13.1.2 LAPACK

Table of Contents

Historical context and design goals

LAPACK, the Linear Algebra PACKage, is a widely used numerical library for dense linear algebra on modern architectures. It was designed as the successor to LINPACK and EISPACK, which targeted much older vector and scalar machines. While LINPACK and EISPACK focused on routines that worked well with Level 1 and Level 2 BLAS operations, LAPACK was built to exploit Level 3 BLAS, which provides matrix matrix operations with much better data reuse.

The key design idea is that most of the floating point work in LAPACK routines is expressed in terms of BLAS calls. LAPACK itself focuses on algorithms and data layout decisions and delegates low level, performance critical kernels to optimized BLAS implementations. This separation makes LAPACK portable, since it is written in standard Fortran, and allows vendors and system builders to provide tuned BLAS libraries that automatically accelerate LAPACK based applications.

LAPACK is primarily targeted at dense matrices. Sparse linear algebra, iterative methods, and domain specific solvers are handled by other libraries and are treated elsewhere in the course.

Data types, naming conventions, and interfaces

LAPACK originally provided a Fortran 77 interface and is still largely organized according to Fortran conventions. This is important for HPC users because many higher level libraries, including distributed memory linear algebra and scientific frameworks, use LAPACK routines underneath. Even if you call it from C, C++, Python, or other languages, you will encounter the LAPACK naming scheme and calling conventions.

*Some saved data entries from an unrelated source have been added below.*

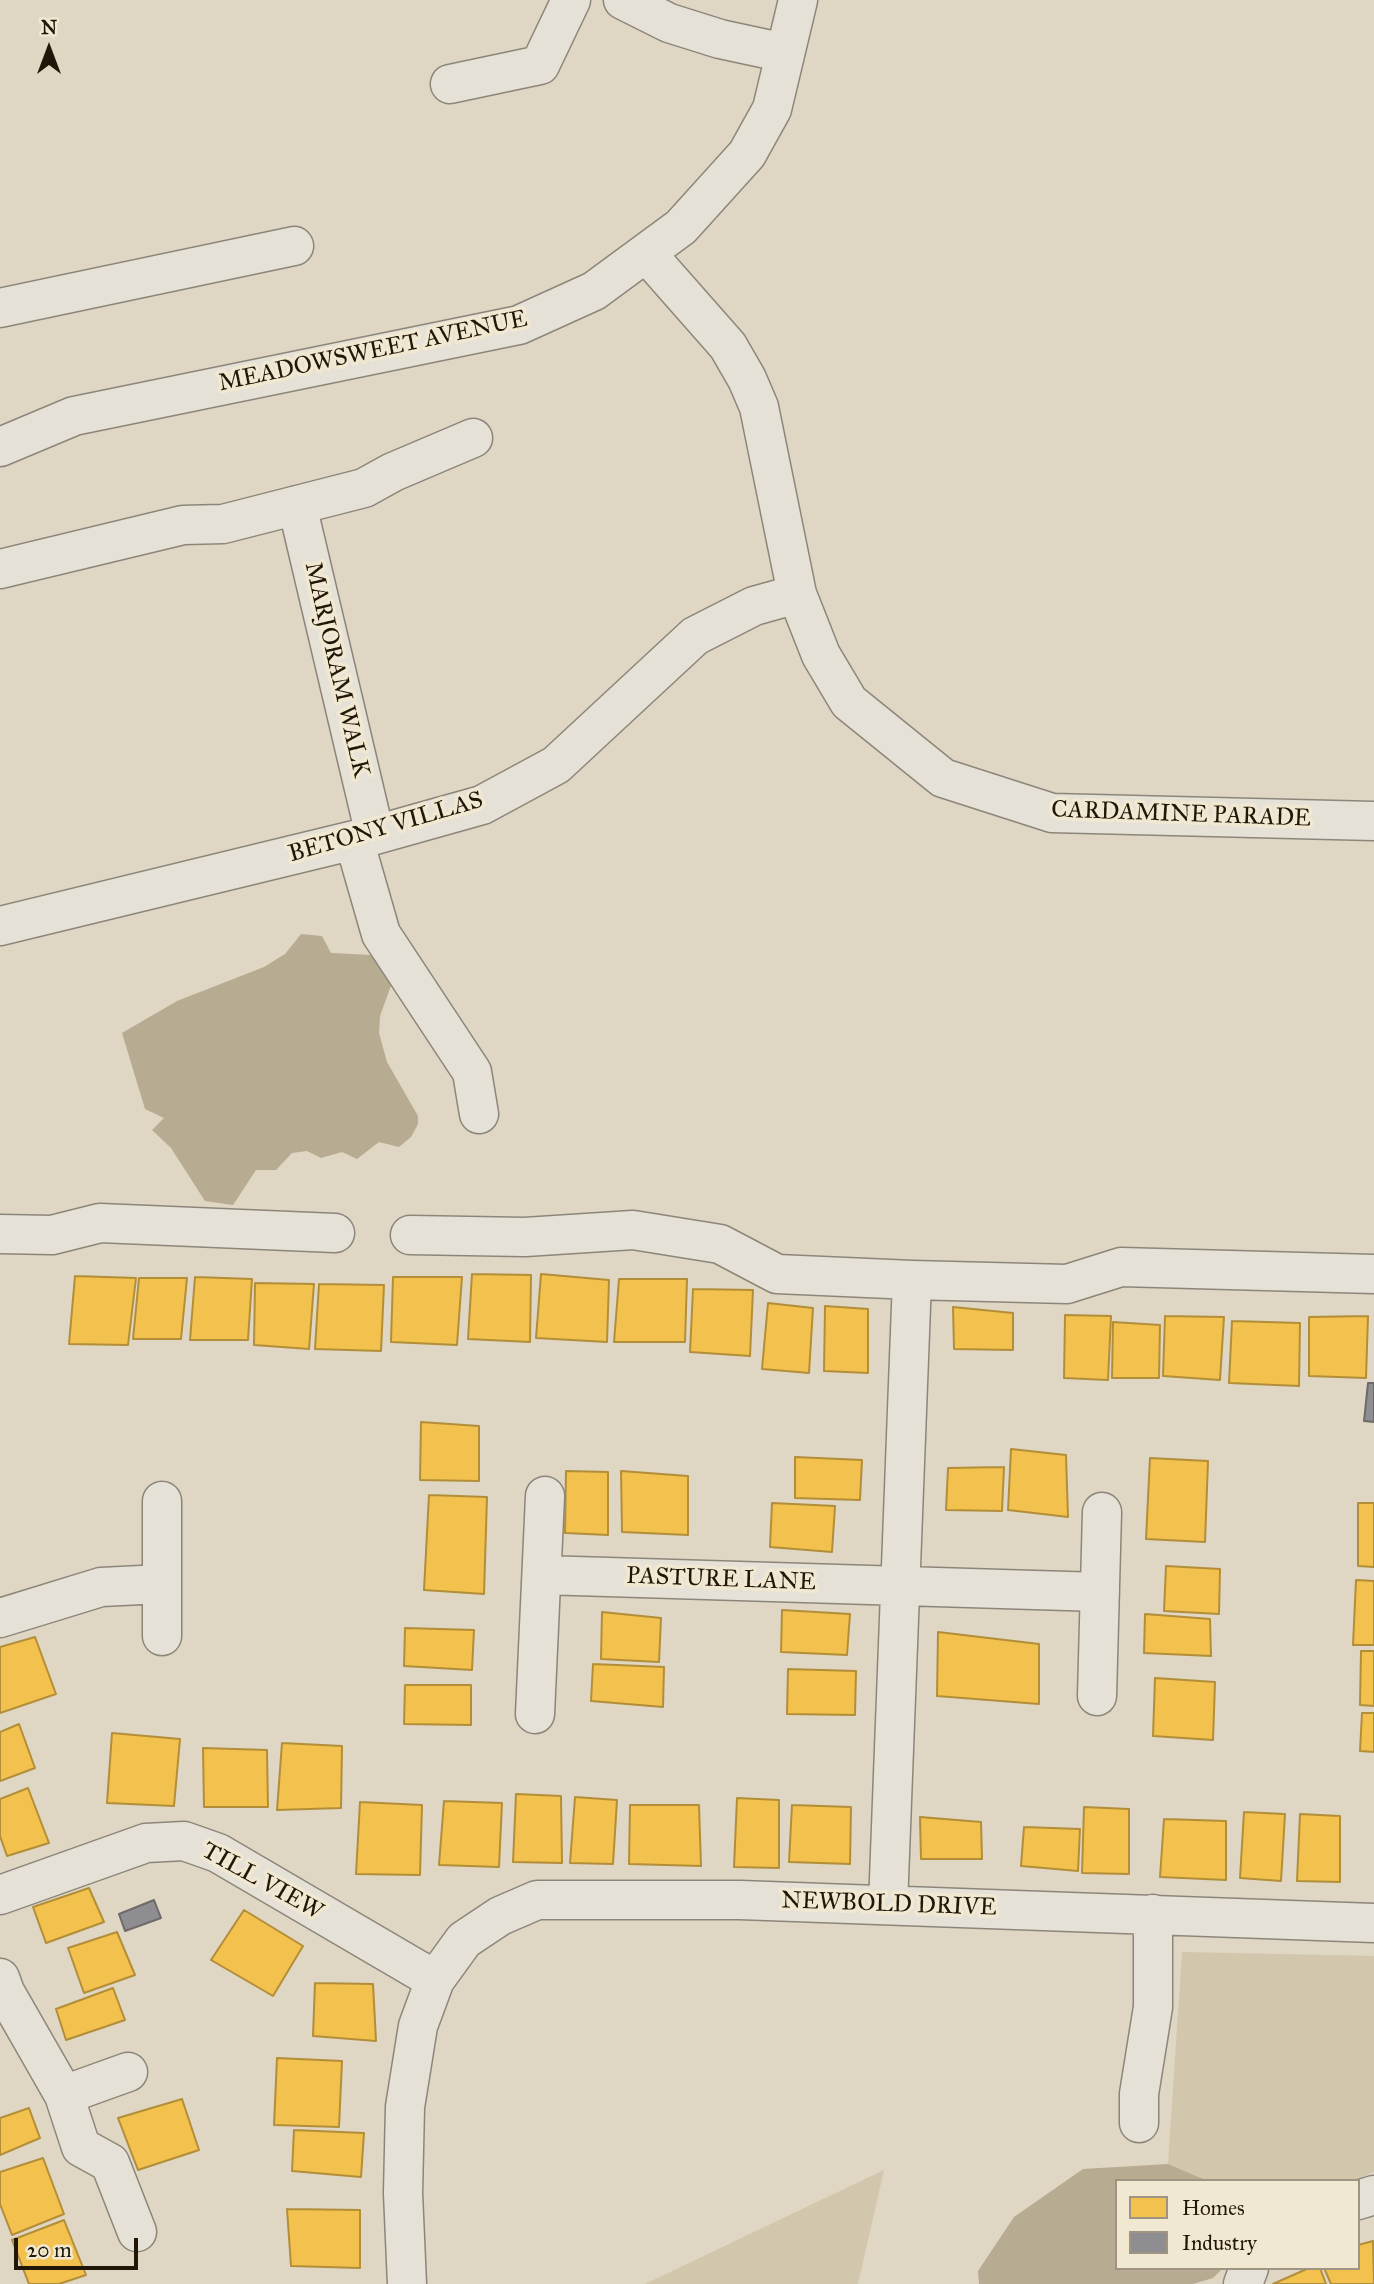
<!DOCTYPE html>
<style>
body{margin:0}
#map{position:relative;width:1374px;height:2284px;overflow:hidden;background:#dfd6c3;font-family:"IM FELL Great Primer",serif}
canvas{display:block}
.legend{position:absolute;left:1115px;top:2179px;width:245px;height:91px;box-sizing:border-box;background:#f1e8d1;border:2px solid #9e9481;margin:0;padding:9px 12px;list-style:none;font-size:21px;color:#211708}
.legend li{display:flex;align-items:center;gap:14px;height:35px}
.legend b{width:35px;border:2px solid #9e9481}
.north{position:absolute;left:14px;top:14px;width:70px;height:70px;-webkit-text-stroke:5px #f1e8d1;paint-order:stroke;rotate:0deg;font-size:19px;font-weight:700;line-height:28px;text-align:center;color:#211708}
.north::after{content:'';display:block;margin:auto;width:24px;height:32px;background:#211708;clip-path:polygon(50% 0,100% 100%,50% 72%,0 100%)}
.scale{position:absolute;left:14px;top:2238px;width:124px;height:32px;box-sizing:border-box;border:4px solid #211708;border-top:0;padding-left:9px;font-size:21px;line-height:24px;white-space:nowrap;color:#211708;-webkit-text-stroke:5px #f1e8d1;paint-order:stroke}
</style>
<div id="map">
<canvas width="1374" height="2284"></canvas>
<ul class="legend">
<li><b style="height:19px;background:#f2c14e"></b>Homes</li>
<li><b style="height:19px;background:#8d8d92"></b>Industry</li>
</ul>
<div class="north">N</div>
<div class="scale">20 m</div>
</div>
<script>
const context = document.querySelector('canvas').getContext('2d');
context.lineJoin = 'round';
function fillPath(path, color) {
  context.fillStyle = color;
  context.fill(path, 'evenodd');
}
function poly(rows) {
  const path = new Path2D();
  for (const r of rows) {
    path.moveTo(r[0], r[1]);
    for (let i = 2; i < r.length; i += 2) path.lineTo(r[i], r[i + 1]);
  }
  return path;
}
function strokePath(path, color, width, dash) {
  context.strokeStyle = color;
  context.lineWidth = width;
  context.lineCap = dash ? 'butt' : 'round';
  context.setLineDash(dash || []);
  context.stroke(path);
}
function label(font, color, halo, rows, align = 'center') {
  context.font = font + ' "IM FELL Great Primer",serif';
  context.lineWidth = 7;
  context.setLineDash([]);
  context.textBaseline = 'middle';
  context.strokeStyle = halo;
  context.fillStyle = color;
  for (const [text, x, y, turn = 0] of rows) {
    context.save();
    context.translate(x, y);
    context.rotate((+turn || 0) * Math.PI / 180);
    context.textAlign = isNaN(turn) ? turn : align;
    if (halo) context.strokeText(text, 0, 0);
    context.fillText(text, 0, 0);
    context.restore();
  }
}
fillPath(poly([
 [1182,1952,1374,1956,1374,2172,1353,2181,1208,2181,1168,2164],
 [884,2170,858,2284,645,2284]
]), '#d2c7ac');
fillPath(poly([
 [301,934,322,936,331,953,371,955,382,965,392,983,380,1016,379,1033,387,1062,418,1116,418,1124,411,1137,399,1147,379,1142,357,1159,342,1152,321,1158,307,1151,292,1153,276,1170,256,1170,233,1205,205,1201,171,1148,152,1130,164,1118,145,1109,122,1033,177,1001,264,967,285,954],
 [1168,2164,1208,2181,1117,2181,1117,2268,1223,2268,1213,2278,1193,2284,979,2284,978,2271,1014,2217,1083,2169]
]), '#b7ab91');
const homes = poly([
 [472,1274,531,1275,530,1342,468,1339,472,1274],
 [541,1274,609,1280,607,1342,536,1338,541,1274],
 [75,1276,136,1278,128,1345,69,1344,75,1276],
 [195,1277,252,1279,248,1340,190,1340,195,1277],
 [393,1277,462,1277,457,1345,391,1342,393,1277],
 [139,1278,187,1278,181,1339,133,1339,139,1278],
 [619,1279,687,1279,685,1342,614,1342,619,1279],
 [255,1283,314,1284,309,1349,254,1345,255,1283],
 [319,1284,384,1285,381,1351,315,1349,319,1284],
 [693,1289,753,1290,750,1356,690,1352,693,1289],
 [768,1303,813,1308,809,1373,762,1369,768,1303],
 [825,1306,868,1309,868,1373,824,1371,825,1306],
 [953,1307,1013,1313,1013,1350,954,1349,953,1307],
 [1065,1315,1111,1316,1108,1380,1064,1378,1065,1315],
 [1165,1316,1224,1317,1220,1380,1163,1376,1165,1316],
 [1368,1316,1366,1378,1309,1376,1309,1317,1368,1316],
 [1232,1321,1300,1323,1299,1386,1229,1383,1232,1321],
 [1113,1322,1160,1325,1159,1378,1112,1378,1113,1322],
 [421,1422,479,1426,479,1481,420,1480,421,1422],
 [1011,1449,1066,1455,1068,1517,1008,1510,1011,1449],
 [795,1457,862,1460,860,1500,795,1498,795,1457],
 [1150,1458,1208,1461,1205,1542,1146,1539,1150,1458],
 [1004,1467,1002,1511,946,1510,948,1468,1004,1467],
 [566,1471,608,1472,608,1535,565,1533,566,1471],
 [621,1471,688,1476,688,1535,622,1532,621,1471],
 [429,1495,487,1497,484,1594,424,1590,429,1495],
 [772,1503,835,1506,832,1552,770,1547,772,1503],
 [1358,1503,1374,1503,1374,1567,1358,1566,1358,1503],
 [1166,1566,1220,1569,1219,1614,1164,1611,1166,1566],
 [1356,1580,1374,1581,1374,1645,1353,1645,1356,1580],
 [782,1610,850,1614,847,1655,781,1652,782,1610],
 [602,1612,661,1618,659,1662,601,1659,602,1612],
 [1145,1614,1210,1619,1211,1656,1144,1653,1145,1614],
 [405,1628,474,1630,472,1670,404,1666,405,1628],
 [938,1632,1039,1644,1039,1704,937,1696,938,1632],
 [35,1637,56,1694,0,1713,0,1647,35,1637],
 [1361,1651,1374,1651,1374,1706,1360,1705,1361,1651],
 [593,1664,664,1667,663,1707,591,1701,593,1664],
 [788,1669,856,1671,855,1715,787,1714,788,1669],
 [1155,1678,1215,1682,1213,1740,1153,1736,1155,1678],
 [405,1685,471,1685,471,1725,404,1724,405,1685],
 [1362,1713,1374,1713,1374,1752,1360,1751,1362,1713],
 [19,1724,35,1768,0,1781,0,1732,19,1724],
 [112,1733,180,1739,174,1806,107,1803,112,1733],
 [282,1743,342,1746,341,1808,277,1810,282,1743],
 [203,1748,267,1750,268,1807,204,1807,203,1748],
 [28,1788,49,1843,7,1856,0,1836,0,1799,28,1788],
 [516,1794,561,1796,562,1863,513,1862,516,1794],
 [575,1797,617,1800,613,1864,570,1863,575,1797],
 [737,1798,779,1800,779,1868,734,1867,737,1798],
 [444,1801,502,1803,499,1867,439,1865,444,1801],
 [360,1802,422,1805,420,1875,356,1874,360,1802],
 [630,1805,699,1805,701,1866,629,1864,630,1805],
 [792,1805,851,1807,850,1864,789,1862,792,1805],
 [1084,1807,1129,1809,1129,1874,1082,1873,1084,1807],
 [1244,1812,1285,1814,1281,1881,1240,1878,1244,1812],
 [1300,1814,1340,1816,1340,1882,1297,1881,1300,1814],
 [920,1817,981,1822,982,1859,921,1859,920,1817],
 [1164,1819,1226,1821,1226,1880,1160,1877,1164,1819],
 [1024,1827,1080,1829,1078,1871,1021,1866,1024,1827],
 [89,1888,104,1922,46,1943,33,1907,89,1888],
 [244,1910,303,1946,273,1996,211,1960,244,1910],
 [117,1932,135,1975,84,1993,68,1948,117,1932],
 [315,1983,373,1984,376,2041,313,2036,315,1983],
 [113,1988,125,2020,66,2040,56,2009,113,1988],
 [277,2058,342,2061,339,2127,274,2125,277,2058],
 [182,2099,199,2150,138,2170,118,2118,182,2099],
 [29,2108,40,2138,0,2155,0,2118,29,2108],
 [294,2130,364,2133,361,2177,292,2171,294,2130],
 [43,2158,64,2214,12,2235,0,2204,0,2172,43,2158],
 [287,2209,360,2210,360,2268,291,2266,287,2209],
 [64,2220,86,2275,59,2284,29,2284,12,2240,64,2220],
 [1373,2241,1374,2284,1331,2284,1324,2268,1358,2268,1358,2245,1373,2241],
 [1309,2268,1320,2268,1326,2284,1273,2284,1309,2268]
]);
fillPath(homes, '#f2c14e');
strokePath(homes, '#b38e39', 2);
const industry = poly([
 [1368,1383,1374,1383,1374,1422,1364,1421,1368,1383],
 [154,1900,161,1918,125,1931,119,1914,154,1900]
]);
fillPath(industry, '#8d8d92');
strokePath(industry, '#6d6a69', 2);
const minor = poly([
 [623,0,669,23,720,39,785,53],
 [450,84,540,65,571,0],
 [647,254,728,346,747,379,759,407,797,594,821,655,849,702,943,778,1052,813,1374,821],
 [0,308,294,246],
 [0,447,74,416,519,325,594,291,681,227,747,154,772,109,798,0],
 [297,505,375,835],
 [0,569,183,525,223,524,364,488,393,472,473,438],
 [354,840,381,934,472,1072,479,1114],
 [0,926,375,835,482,805,556,765,695,636,754,606,797,594],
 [0,1234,52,1235,100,1223,335,1233],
 [410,1235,525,1237,633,1230,720,1244,777,1274,912,1280,1067,1284,1121,1267,1374,1274],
 [162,1501,162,1636],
 [542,1575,1100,1592],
 [0,1618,101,1587,162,1584],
 [1097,1696,1102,1512],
 [535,1714,545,1496],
 [0,1895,146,1843,184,1841,218,1853,435,1980],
 [888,1905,912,1280],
 [0,1978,5,1992,64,2095,81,2147,110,2163,137,2232],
 [64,2095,128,2072],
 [1139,2123,1139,2094,1153,2007,1153,1914],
 [1358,2200,1374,2195],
 [407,2284,403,2193,405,2107,418,2026,435,1980,464,1940,500,1916,537,1900,740,1900,1374,1923],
 [1243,2284,1249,2268]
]);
strokePath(minor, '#8c867a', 41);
strokePath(minor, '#e6e1d7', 38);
label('24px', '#211708', '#f1e8d1', [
 ["MEADOWSWEET AVENUE",373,352,-12],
 ["MARJORAM WALK",336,670,77],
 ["CARDAMINE PARADE",1181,815,2],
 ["BETONY VILLAS",386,828,-16],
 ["PASTURE LANE",721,1580,2],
 ["TILL VIEW",262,1882,29],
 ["NEWBOLD DRIVE",889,1905,2]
]);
</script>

Each LAPACK routine name is a short code that encodes four pieces of information: the data type, the matrix type, the operation class, and sometimes a refinement or driver level. For example, the routine DGESV solves a general double precision linear system.

The first character encodes the arithmetic type:
S means single precision real.
D means double precision real.
C means single precision complex.
Z means double precision complex.

The next one or two characters describe the matrix class, for example:
GE means general dense matrix.
PO means symmetric or Hermitian positive definite matrix, stored in full.
SY or HE means symmetric or Hermitian matrix.
GB means general band matrix.
TR means triangular matrix.
There are many more such codes, but these are the ones most frequently encountered in basic applications.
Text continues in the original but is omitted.